Bila kita menotasikan menjadi sumbu x dan y, di mana sumbu x horizontal mewakili sendiri atau bersama-sama (semakin ke kanan), dan sumbu y vertikal merepresentasikan semakin ke atas semakin formil, maka keterampilan digital atau digital skills merupakan pilar utama. Namun bagi bangsa ini agak lebih berat berlari untuk literasi digital, karena basis utamanya adalah literasi baca. Contoh; sering kali mereka terkesan tidak etis dalam bersosial media bukan karena niatnya mereka tidak baik, namun lebih banyak sumber permasalahannya berakar dari karena kurang terampil dalam mempergunakan media digital tersebut. Mereka tak sadar, bahwa dalam berkomunikasi dan berkomentar di ruang digital itu ternyata ditonton warga netizen sedunia. Sebaliknya, sebagian orang justru karena merasa sudah sangat terampil (digital savvy) dalam bermedia digital, sehingga tanpa disadari dan kurang berhati-hati seringkali juga melakukan sesuatu yang tidak etis (digital ethics).
Demikian dengan pilar lainnya, keamanan dan keselamatan bermedia digital (digital safety)Â sering kali juga disebabkan karena tidak terampil. Sehingga tanpa disadari atau tidak sengaja membahayakan diri atau membahayakan orang lain saat berkomentar atau memposting sesuatu yang sebenarnya tidak ada urgensinya. Contoh memberikan data pribadi atau detil biodata kita kepada orang lain, yang sebenarnya tidak ada keperluannya.

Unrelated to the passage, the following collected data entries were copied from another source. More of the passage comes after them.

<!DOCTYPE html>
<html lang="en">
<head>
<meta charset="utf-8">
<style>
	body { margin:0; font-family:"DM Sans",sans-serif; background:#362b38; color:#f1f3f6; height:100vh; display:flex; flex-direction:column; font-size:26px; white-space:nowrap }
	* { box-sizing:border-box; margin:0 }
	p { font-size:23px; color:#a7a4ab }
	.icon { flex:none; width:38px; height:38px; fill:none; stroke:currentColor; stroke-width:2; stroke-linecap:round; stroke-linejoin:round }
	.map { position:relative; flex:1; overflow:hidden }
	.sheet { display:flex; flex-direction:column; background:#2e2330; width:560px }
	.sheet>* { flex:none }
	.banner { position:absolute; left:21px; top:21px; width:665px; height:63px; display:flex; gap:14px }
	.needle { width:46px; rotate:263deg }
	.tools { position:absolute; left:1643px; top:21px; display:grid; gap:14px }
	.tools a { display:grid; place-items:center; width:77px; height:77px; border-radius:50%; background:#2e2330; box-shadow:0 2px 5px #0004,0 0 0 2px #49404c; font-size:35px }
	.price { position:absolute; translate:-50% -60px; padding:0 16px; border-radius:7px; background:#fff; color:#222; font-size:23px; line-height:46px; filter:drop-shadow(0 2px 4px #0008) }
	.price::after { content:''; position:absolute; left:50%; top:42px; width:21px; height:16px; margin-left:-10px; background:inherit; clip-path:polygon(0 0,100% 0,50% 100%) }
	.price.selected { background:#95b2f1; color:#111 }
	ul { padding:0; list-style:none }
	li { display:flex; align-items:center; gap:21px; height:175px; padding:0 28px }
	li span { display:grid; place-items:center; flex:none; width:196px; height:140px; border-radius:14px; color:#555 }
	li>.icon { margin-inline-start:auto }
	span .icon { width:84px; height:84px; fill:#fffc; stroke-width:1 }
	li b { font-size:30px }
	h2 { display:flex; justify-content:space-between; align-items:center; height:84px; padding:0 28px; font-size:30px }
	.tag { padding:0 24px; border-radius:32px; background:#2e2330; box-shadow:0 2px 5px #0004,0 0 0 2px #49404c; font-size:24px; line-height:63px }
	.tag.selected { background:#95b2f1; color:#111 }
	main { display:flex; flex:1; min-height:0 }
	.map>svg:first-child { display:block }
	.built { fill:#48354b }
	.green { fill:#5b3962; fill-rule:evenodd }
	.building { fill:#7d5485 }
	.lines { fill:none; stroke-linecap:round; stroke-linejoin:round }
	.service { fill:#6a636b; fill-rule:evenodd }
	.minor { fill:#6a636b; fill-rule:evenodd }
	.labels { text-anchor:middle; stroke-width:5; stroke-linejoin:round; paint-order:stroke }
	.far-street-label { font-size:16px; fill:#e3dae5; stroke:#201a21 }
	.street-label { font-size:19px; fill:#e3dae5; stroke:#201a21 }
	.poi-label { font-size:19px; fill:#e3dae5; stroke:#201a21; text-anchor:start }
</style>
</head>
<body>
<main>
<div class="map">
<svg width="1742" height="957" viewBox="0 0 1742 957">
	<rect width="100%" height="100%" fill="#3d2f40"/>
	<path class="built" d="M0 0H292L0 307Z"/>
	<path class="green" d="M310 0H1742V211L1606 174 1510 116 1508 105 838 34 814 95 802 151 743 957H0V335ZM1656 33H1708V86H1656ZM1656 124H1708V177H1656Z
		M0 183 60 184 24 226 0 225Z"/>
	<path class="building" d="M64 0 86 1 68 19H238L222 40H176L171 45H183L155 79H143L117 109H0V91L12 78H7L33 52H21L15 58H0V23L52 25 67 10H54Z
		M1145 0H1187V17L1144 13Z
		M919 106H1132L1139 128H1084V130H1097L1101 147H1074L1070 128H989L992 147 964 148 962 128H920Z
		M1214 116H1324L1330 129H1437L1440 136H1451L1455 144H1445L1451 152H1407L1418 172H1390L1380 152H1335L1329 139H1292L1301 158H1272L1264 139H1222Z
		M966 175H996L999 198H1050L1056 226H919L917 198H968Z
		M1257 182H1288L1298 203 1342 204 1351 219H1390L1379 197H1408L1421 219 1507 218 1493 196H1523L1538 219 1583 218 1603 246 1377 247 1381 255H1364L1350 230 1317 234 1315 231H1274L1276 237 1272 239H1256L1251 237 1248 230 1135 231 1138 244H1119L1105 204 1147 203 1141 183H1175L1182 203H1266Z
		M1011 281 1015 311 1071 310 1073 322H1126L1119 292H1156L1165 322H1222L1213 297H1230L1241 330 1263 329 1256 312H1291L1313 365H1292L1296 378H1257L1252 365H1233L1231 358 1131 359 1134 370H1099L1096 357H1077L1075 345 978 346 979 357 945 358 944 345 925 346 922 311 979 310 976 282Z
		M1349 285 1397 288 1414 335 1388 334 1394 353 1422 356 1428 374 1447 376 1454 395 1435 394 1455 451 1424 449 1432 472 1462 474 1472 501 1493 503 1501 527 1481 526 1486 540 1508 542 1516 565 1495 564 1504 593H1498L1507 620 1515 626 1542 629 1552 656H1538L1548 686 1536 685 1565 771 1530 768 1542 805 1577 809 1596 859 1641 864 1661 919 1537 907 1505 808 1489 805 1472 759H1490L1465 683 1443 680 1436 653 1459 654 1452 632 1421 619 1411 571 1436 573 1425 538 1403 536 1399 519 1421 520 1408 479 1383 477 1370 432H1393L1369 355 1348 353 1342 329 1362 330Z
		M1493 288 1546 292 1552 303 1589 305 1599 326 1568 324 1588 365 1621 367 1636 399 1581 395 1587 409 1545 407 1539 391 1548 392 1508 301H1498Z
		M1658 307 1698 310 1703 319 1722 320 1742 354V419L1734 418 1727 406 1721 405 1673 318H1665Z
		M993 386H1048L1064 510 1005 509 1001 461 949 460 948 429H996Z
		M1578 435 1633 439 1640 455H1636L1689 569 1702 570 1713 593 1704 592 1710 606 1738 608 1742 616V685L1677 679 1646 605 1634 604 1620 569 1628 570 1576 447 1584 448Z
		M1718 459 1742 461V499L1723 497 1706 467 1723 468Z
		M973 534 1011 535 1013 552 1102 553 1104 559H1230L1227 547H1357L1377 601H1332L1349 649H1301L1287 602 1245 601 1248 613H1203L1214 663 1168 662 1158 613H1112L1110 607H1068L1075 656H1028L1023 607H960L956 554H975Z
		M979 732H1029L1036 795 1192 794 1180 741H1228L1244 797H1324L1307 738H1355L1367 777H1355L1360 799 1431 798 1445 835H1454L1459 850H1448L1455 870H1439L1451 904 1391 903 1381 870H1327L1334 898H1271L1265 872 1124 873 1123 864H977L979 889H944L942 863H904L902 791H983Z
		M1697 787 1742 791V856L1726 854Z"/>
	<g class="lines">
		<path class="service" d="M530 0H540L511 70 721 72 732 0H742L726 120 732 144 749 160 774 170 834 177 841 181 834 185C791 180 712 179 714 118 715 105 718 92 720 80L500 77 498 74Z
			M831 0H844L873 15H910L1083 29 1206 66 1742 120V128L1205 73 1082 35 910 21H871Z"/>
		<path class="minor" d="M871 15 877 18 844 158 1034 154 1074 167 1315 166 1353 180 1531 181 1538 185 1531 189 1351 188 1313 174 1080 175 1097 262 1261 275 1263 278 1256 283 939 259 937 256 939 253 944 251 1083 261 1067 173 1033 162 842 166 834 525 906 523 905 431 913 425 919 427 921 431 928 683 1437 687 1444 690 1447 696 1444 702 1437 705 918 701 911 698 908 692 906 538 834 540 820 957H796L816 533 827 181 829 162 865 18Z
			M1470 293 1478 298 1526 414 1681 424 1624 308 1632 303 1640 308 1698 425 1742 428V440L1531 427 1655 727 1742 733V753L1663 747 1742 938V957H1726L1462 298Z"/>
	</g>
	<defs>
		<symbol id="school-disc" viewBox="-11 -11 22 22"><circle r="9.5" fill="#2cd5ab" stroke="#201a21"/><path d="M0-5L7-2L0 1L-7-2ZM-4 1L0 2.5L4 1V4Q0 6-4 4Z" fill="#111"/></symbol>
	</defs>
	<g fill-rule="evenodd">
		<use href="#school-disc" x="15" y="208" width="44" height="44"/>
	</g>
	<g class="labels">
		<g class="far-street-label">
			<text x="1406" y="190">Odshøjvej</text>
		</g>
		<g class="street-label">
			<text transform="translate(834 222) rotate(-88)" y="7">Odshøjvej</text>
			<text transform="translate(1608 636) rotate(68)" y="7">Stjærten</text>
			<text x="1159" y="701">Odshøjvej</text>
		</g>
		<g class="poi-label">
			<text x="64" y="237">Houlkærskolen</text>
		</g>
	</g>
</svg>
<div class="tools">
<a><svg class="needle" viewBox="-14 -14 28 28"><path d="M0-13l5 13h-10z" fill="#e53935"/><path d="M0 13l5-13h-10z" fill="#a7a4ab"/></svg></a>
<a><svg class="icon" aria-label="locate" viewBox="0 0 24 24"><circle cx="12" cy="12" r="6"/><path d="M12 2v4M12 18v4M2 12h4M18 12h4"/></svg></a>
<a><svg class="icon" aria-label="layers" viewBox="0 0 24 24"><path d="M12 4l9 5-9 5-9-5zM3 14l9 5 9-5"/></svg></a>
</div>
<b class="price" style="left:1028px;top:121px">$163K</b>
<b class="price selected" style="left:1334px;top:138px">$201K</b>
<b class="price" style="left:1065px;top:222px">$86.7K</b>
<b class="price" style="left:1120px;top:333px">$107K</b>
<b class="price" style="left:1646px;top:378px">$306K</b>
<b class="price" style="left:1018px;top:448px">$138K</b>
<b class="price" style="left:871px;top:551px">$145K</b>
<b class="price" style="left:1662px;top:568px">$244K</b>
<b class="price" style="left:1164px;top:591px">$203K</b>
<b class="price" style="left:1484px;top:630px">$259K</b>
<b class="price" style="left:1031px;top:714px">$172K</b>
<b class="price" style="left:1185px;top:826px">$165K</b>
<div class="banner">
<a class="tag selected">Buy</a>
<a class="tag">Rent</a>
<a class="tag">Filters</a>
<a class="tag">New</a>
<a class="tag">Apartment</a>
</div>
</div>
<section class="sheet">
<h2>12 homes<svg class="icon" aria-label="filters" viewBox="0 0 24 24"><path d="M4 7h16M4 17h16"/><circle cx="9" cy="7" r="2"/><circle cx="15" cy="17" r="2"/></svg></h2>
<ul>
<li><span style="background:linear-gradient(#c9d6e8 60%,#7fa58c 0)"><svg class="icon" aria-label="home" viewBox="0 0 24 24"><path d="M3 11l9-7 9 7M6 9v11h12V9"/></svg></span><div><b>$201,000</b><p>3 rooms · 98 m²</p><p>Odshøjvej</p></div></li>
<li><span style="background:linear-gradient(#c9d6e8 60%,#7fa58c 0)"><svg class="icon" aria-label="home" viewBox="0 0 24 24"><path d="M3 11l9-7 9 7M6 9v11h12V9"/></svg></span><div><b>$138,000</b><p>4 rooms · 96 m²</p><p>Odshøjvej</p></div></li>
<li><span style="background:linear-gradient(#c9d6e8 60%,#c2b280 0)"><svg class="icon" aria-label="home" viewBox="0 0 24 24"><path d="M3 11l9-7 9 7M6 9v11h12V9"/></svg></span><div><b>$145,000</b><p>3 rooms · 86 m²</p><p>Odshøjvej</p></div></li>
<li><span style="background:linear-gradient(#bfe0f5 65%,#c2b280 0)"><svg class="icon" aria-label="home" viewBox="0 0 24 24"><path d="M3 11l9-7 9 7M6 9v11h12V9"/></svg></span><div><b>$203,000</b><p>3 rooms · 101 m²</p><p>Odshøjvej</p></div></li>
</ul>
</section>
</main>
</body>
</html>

Pilar terakhir (digital culture) juga sangat penting diperhatikan, agar meja seimbang berdiri kokoh di atas 4 pilar yang tak pincang tentunya. Tidak terampilnya berdigital, ditambah kurang literasi baca, tanpa filter (ingat saring sebelum ‘sharing’), sehingga bangsa ini yang lama telah dikenal sebagai bangsa yang santun dan ramah tamah, melalui media digital dipersepsikan sebaliknya. Hasil survai yang dilakukan oleh perusahaan Microsoft yang biasa dilakukan di bulan April dan Mei setiap tahunnya, di tahun kelima ini (2021) survai menunjukkan peringkat kita yang turun menerus, bahkan menyandang statusnya sebagai warga netizen yang paling tidak sopan, alias ‘barbar’.
Survai tersebut cukup akurat mengambil dari 16.000 responden di 32 wilayah. Kita tak perlu menyalahkan ataupun menggugat ke Microsoft, justru kita harus berterimakasih karena ada ukuran atau masukan (early warning) untuk kita dapat bertekad memperbaikinya ke depan. Dengan ada temuan ilmiah neurosains, bahwa di dalam konsep neuroplastisitas otak kita sesungguhnya terus menerus berubah sepanjang usia, dan dapat dilatih ke arah kebiasaan-kebiasaan yang lebih baik (menebalkan neural pathways yang baik), sehingga kita lebih yakin upaya-upaya perbaikan ke depan pun harus dapat dilakukan bersama-sama. Tercatat di Departemen Kominfo selama ini telah ada 4.250 laporan kejahatan siber, dan berdasarkan laporan Kominfo sampai dengan awal Juni 2021 terekam 1.625 hoaks terkait pandemi yang beredar di media digital atau dunia maya ini. Karenanya dikenal juga dengan sebutan ‘infodemik’.